ATD Fourth World pays its respects to Mr. Boutros Boutros-Ghali, a former UN Secretary-General, who died on 16 Feb. 2016. He was a man who “incarnated the words inscribed in the preamble of the Charter of the UN, ‘We the Peoples of the United Nations,’” remembers Eugen Brand, former Director General of ATD Fourth World. “Boutros-Ghali tried to construct a house of all peoples, and of every person, determined that people in great poverty be recognized as indispensable partners for the world to progress — although he realised that this step would require a profound transformation of the functioning of the United Nations and its structures.”

Following regular meetings with ATD Fourth World that were instituted with the previous UN Secretary-General, Mr. Javier Pérez de Cuellar, ATD’s first meeting with Boutros-Ghali took place in October 1994 on the occasion of the World Day for Overcoming Poverty.

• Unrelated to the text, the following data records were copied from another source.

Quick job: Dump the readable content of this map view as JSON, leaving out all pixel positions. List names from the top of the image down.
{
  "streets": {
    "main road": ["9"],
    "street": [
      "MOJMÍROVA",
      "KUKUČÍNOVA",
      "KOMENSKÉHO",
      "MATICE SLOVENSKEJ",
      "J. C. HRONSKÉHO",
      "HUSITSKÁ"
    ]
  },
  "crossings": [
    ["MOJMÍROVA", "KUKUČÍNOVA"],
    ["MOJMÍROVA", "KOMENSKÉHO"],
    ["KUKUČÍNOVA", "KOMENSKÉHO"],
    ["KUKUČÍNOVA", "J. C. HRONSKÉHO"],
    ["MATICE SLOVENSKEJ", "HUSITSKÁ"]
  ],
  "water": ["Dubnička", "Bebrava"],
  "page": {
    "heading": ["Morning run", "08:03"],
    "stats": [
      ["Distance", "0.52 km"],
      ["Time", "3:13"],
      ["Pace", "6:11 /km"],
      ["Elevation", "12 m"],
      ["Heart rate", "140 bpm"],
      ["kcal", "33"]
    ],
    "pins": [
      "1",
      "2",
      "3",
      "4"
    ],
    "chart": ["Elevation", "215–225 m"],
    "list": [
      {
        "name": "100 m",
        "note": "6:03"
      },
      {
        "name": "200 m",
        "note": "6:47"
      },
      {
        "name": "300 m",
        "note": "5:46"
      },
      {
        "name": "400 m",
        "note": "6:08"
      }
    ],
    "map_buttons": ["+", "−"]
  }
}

This event took place at UN headquarters in New York around a quilt called the “Patchwork of Our Lives.” This artwork replicated, in the official languages of the UN, the call to action engraved on the Commemorative Stone in honor of the victims of extreme poverty. It was the closing event of the 2nd International ATD Fourth World Congress, taking place during the tenth anniversary of the International Year of the Family. The UN Secretary-General came to meet participants of the congress and received their request that a replica of the Commemorative Stone be placed at the United Nations. This request was fulfilled on 17 October 1996, when a replica was unveiled in the UN gardens in New York. Since then, hundreds of children, young people and adults have gathered at this stone to mark the World Day each year.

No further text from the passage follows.